PROVIDED MATERIAL:
++++++++
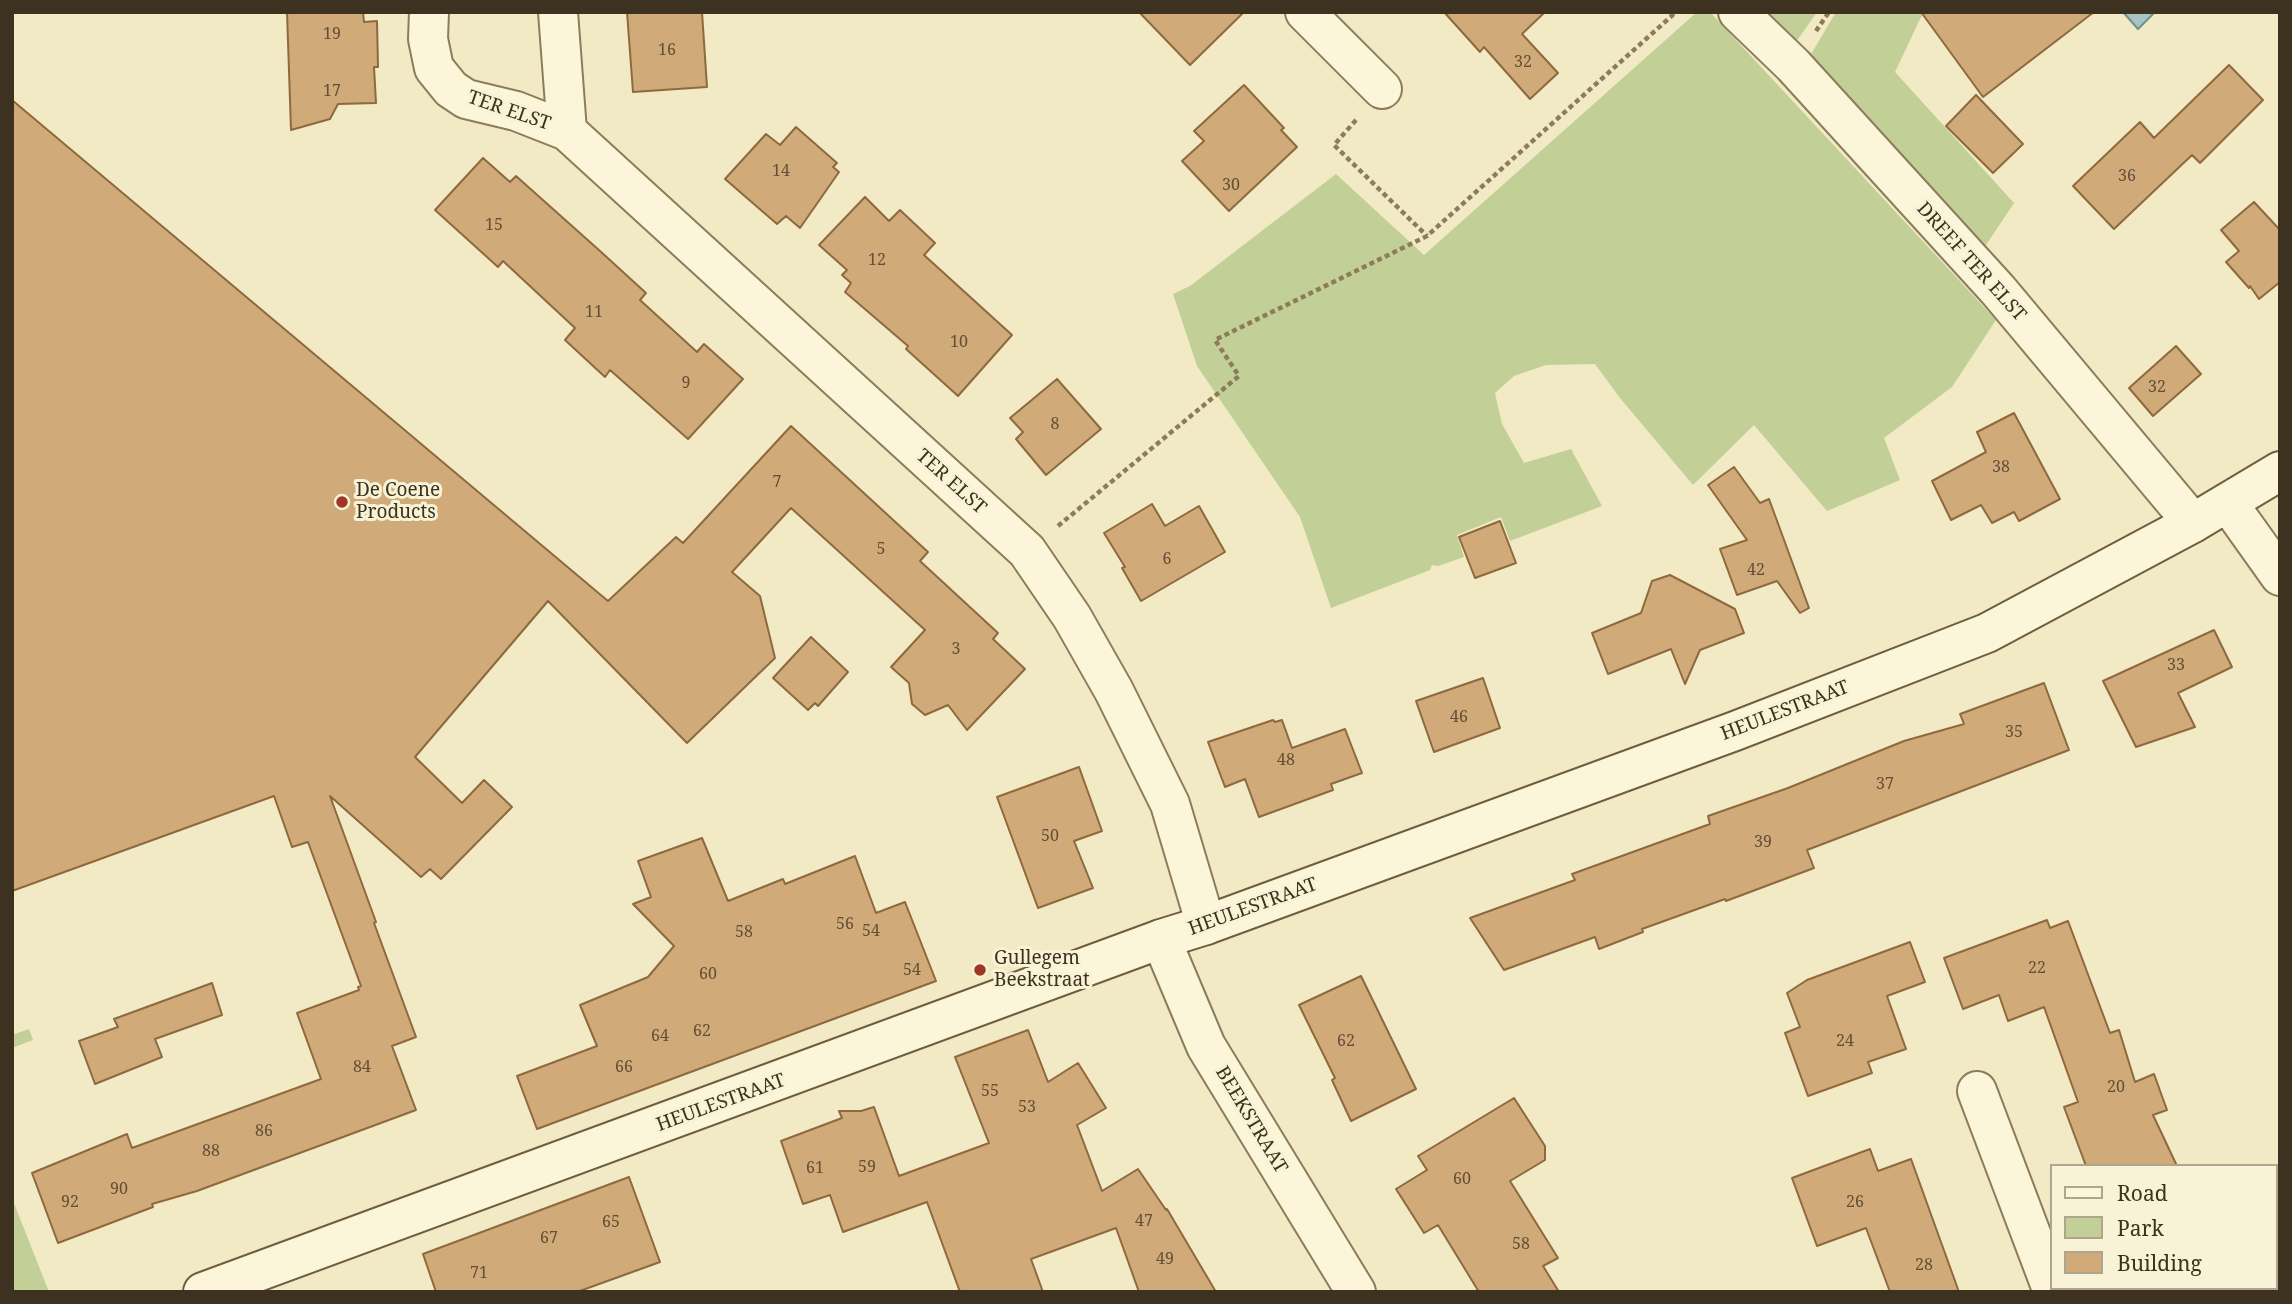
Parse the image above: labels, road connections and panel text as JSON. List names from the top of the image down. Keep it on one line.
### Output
{"streets":{"street":["TER ELST","DREEF TER ELST","HEULESTRAAT","BEEKSTRAAT"]},"crossings":[["TER ELST","HEULESTRAAT"],["DREEF TER ELST","HEULESTRAAT"],["HEULESTRAAT","BEEKSTRAAT"]],"places":["De Coene Products","Gullegem Beekstraat"],"house_numbers":["19","16","32","17","14","36","30","15","12","11","10","9","32","8","38","7","5","6","42","3","33","46","35","48","37","50","39","56","54","58","22","54","60","62","64","62","24","84","66","20","55","53","86","88","59","61","60","90","92","26","47","65","67","58","49","28","71"],"legend":["Road","Park","Building"]}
++++++++
Retype all of the listing above exactly, but keep its pictures out.

Parse the image above: labels, road connections and panel text as JSON. List names from the top of the image down. Keep it on one line.
### Output
{"streets":{"street":["TER ELST","DREEF TER ELST","HEULESTRAAT","BEEKSTRAAT"]},"crossings":[["TER ELST","HEULESTRAAT"],["DREEF TER ELST","HEULESTRAAT"],["HEULESTRAAT","BEEKSTRAAT"]],"places":["De Coene Products","Gullegem Beekstraat"],"house_numbers":["19","16","32","17","14","36","30","15","12","11","10","9","32","8","38","7","5","6","42","3","33","46","35","48","37","50","39","56","54","58","22","54","60","62","64","62","24","84","66","20","55","53","86","88","59","61","60","90","92","26","47","65","67","58","49","28","71"],"legend":["Road","Park","Building"]}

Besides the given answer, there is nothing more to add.